● **WORK TO BE COMPLETED**:
Search the data below for "Paint" and report how many lines contain it, with no other text.
══ THE DATA
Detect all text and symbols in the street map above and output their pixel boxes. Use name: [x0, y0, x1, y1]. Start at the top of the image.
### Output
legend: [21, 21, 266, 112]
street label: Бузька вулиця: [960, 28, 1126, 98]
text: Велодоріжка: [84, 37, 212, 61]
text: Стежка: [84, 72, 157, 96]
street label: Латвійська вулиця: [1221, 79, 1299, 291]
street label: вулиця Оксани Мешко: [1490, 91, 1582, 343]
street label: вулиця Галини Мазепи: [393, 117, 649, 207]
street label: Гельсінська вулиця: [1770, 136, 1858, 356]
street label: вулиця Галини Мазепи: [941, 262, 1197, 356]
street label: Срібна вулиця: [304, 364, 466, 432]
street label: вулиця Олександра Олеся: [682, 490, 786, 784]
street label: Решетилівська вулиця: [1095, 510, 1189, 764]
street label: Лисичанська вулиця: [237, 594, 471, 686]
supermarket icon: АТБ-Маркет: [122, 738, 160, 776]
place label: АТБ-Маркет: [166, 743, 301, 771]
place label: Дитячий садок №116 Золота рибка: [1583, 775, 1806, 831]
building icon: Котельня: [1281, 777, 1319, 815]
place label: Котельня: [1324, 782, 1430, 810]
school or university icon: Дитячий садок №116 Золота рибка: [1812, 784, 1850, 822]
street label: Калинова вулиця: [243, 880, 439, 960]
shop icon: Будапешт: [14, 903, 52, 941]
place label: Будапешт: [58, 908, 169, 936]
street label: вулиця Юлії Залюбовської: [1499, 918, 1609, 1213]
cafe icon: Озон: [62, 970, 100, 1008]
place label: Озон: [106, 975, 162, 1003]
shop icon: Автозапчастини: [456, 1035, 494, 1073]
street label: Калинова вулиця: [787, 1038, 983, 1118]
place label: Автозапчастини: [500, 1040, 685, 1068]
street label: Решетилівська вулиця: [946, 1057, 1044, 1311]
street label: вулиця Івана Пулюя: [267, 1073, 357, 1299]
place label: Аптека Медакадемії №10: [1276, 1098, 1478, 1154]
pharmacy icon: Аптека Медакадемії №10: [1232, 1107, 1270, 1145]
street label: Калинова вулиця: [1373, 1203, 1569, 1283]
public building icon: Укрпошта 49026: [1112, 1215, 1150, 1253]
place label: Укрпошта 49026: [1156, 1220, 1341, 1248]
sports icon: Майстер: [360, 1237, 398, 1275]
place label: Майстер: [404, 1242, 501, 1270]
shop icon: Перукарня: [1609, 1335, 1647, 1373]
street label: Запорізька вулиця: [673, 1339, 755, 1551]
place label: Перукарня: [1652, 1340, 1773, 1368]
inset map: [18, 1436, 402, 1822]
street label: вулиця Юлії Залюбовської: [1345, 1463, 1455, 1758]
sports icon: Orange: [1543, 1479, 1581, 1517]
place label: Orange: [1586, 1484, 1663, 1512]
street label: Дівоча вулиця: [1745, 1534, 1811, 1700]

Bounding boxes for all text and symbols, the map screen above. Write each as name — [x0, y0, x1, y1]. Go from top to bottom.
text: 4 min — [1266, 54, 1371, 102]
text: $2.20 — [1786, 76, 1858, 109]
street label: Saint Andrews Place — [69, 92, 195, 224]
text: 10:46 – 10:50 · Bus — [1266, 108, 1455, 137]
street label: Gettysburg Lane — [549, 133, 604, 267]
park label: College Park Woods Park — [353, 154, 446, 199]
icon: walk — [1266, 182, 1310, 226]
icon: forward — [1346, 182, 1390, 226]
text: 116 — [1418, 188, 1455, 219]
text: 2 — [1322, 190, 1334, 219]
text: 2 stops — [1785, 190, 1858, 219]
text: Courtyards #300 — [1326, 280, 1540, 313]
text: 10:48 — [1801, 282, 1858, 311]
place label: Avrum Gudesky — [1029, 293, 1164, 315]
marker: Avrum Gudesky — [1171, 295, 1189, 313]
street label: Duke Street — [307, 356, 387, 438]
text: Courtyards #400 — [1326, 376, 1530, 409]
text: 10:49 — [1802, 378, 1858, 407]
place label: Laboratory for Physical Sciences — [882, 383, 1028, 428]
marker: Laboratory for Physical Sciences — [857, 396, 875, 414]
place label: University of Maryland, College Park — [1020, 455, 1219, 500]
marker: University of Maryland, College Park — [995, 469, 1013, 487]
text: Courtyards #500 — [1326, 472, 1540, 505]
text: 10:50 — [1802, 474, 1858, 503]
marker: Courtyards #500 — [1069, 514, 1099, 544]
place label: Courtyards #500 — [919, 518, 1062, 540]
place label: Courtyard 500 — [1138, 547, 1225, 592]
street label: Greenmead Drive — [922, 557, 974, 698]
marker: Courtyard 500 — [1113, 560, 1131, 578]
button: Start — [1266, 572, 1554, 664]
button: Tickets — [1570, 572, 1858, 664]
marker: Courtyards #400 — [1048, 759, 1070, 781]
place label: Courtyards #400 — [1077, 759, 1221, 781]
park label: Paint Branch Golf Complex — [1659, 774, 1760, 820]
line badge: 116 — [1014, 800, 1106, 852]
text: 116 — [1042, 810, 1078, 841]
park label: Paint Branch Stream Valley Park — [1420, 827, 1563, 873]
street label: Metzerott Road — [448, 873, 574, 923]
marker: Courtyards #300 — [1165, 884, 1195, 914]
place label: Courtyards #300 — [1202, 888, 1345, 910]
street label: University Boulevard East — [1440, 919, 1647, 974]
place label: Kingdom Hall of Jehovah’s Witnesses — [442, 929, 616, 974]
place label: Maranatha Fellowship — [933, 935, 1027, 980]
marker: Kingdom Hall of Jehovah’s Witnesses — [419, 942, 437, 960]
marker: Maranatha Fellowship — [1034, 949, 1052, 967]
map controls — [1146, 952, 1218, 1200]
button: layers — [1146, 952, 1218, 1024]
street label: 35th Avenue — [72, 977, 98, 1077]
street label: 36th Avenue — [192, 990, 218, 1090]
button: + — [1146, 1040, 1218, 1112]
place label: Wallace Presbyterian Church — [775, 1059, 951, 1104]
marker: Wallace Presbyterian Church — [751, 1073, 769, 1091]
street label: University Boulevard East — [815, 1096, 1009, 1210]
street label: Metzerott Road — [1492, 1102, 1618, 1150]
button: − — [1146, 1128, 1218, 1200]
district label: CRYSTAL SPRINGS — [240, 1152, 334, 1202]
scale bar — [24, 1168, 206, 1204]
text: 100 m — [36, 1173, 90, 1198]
════
● **ANSWER TO THIS TASK**:
2